Войдя, Холлис идет к крану налить себе воды. Затем моет чашку, кладет на полку и подходит к Марч. Взяв ее руку в свои, внимательно рассматривает.
— Она носила его на левой руке, — говорит он, глядя на изумруд Джудит, — как обручальное кольцо.
Марч тянется с поцелуем, но Холлис отшатывается.
— Что случилось? — недоумевает она.
Он берет другую руку, на безымянном пальце которой ее обручальное кольцо.
— Если бы из нас двоих ты ушла, то я бы ждал. Не важно, как долго.
— Я и ждала, — Марч силится выдернуть руку, — пока сил не стало.
— Нет, не ждала.
Она смеется. Холлис и раньше был такой — во всем, как мог, перечил ей: будь по-моему, и все тут! Потом Марч видит: тут не до смеха. Он не отпускает ее руку.
Нет иной меры для любви — лишь все и ничего. Может ли она жить без того, что он дает ей? Может ли уйти, довольствуясь чем-то меньшим? Кто-то сказал бы: «Я не тот, кто говорит тебе, как поступать и во что верить». Кто-то играл бы в любовь, словно в игру.
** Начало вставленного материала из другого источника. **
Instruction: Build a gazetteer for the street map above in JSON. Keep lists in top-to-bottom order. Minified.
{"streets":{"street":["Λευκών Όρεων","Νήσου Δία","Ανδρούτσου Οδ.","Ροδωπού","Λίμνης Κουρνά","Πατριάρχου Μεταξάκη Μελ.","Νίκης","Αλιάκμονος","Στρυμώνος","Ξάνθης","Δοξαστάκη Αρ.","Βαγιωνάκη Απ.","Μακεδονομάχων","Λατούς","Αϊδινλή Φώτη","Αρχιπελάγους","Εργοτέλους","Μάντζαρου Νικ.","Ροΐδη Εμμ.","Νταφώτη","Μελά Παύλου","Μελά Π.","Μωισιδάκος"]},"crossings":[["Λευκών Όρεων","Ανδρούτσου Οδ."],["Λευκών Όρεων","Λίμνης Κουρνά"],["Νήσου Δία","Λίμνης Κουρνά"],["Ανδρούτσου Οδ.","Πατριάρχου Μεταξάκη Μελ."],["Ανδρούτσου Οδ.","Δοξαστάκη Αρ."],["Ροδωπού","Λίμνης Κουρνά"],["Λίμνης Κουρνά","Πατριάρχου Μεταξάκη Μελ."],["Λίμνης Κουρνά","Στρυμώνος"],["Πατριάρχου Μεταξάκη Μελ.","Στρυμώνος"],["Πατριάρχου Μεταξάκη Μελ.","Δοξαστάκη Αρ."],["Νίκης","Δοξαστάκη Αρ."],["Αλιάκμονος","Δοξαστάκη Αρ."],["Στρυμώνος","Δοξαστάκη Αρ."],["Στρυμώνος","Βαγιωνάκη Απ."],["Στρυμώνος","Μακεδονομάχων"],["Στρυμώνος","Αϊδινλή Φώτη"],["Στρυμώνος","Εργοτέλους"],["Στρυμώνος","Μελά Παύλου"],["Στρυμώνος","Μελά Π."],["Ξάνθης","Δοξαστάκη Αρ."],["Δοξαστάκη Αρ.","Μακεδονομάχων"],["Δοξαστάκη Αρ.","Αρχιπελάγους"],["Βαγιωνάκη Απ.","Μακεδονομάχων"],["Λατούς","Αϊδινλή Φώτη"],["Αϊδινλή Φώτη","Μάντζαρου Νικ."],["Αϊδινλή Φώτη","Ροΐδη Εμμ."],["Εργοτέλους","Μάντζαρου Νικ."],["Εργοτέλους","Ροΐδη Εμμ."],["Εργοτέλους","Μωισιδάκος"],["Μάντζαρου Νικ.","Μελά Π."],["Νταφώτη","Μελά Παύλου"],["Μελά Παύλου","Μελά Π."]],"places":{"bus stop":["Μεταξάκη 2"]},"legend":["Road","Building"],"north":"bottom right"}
Но не Холлис.
— Хочешь знать, что я думаю? — спрашивает он.
Марч горделиво откидывает голову и дерзко на его смотрит, хоть и боится услышать то, что Холлис сейчас скажет. А он, похоже, в высшей степени собой доволен, будто разгадал головоломную загадку.
— Ты никогда не вышла бы за него.
— Правда?
Марк пытается насмешничать, вопреки тому, что творится на душе. Ощущение такое, будто она не в состоянии отвести от него взгляд. Не в состоянии даже попытаться отвести.
— Правда.
Его белая рубашка на вид накрахмалена и выглажена, а при прикосновении оказывается гладкая-гладкая, тонкий лен — почти что шелк. Холлис целует Марч так что мутится разум, и будь у нее сейчас хоть капля воли — и той лишилась бы. Он обвивает ее руками, прижимая к раковине — спина ощущает холод меди, — расстегивает ей молнию на потертых джинсах, нежно кличет «деткой», говорит, что так всегда было между ними и всегда будет. Никто на всем белом свете не любит ее так, как он.
— Ну-ну, не будь врединой, не упрямься, — приговаривает Холлис, стаскивая с нее джинсы, трусики.
Словно Марч намеревалась его остановить, словно была в силах остановить себя.